## WHAT YOU NEED TO DO
Your response should consist of the entire listing, transcribed exactly, with every image left out.

## MATERIALS PROVIDED
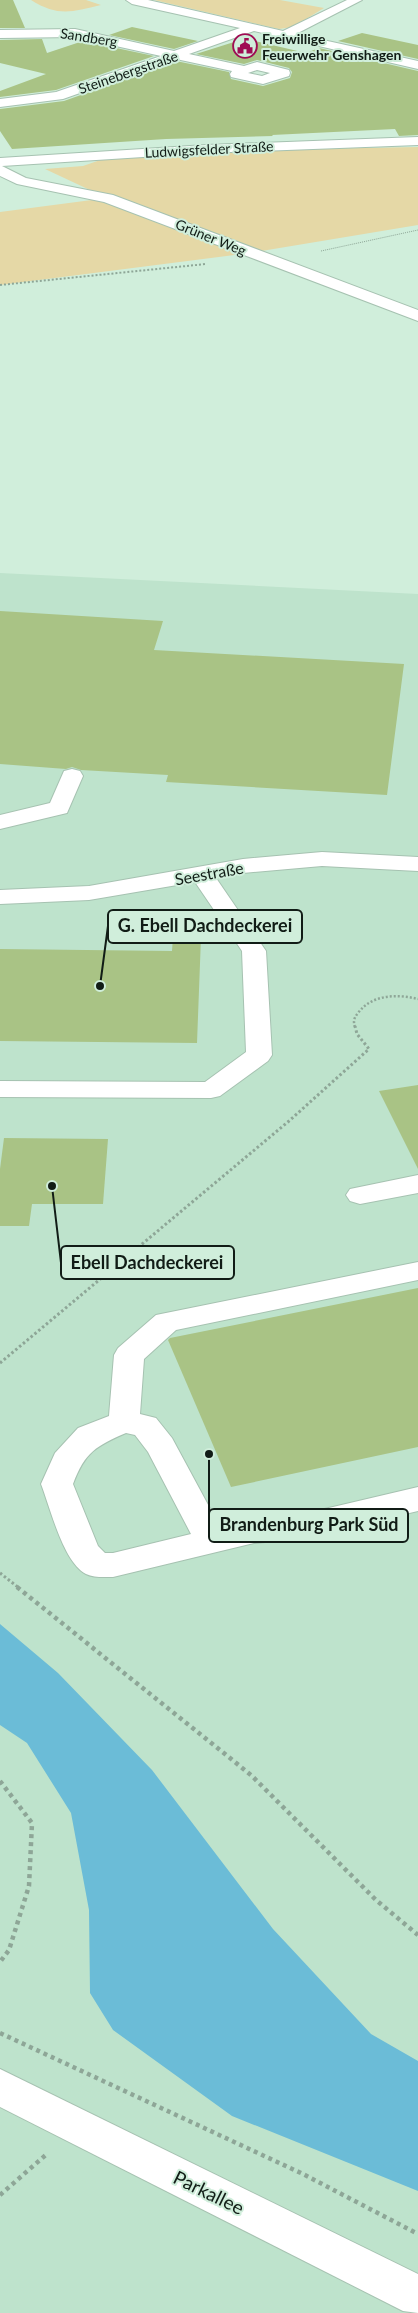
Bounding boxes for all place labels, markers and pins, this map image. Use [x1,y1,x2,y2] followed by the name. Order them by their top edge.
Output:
[262,30,402,63] place label: Freiwillige Feuerwehr Genshagen
[232,33,258,59] public building icon: Freiwillige Feuerwehr Genshagen
[108,910,302,943] callout: G. Ebell Dachdeckerei
[61,1246,234,1279] callout: Ebell Dachdeckerei
[209,1509,408,1542] callout: Brandenburg Park Süd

## ANSWER SPACE
Bounding boxes for all place labels, markers and pins, this map image. Use [x1,y1,x2,y2] followed by the name. Order them by their top edge.
Output:
[262,30,402,63] place label: Freiwillige Feuerwehr Genshagen
[232,33,258,59] public building icon: Freiwillige Feuerwehr Genshagen
[108,910,302,943] callout: G. Ebell Dachdeckerei
[61,1246,234,1279] callout: Ebell Dachdeckerei
[209,1509,408,1542] callout: Brandenburg Park Süd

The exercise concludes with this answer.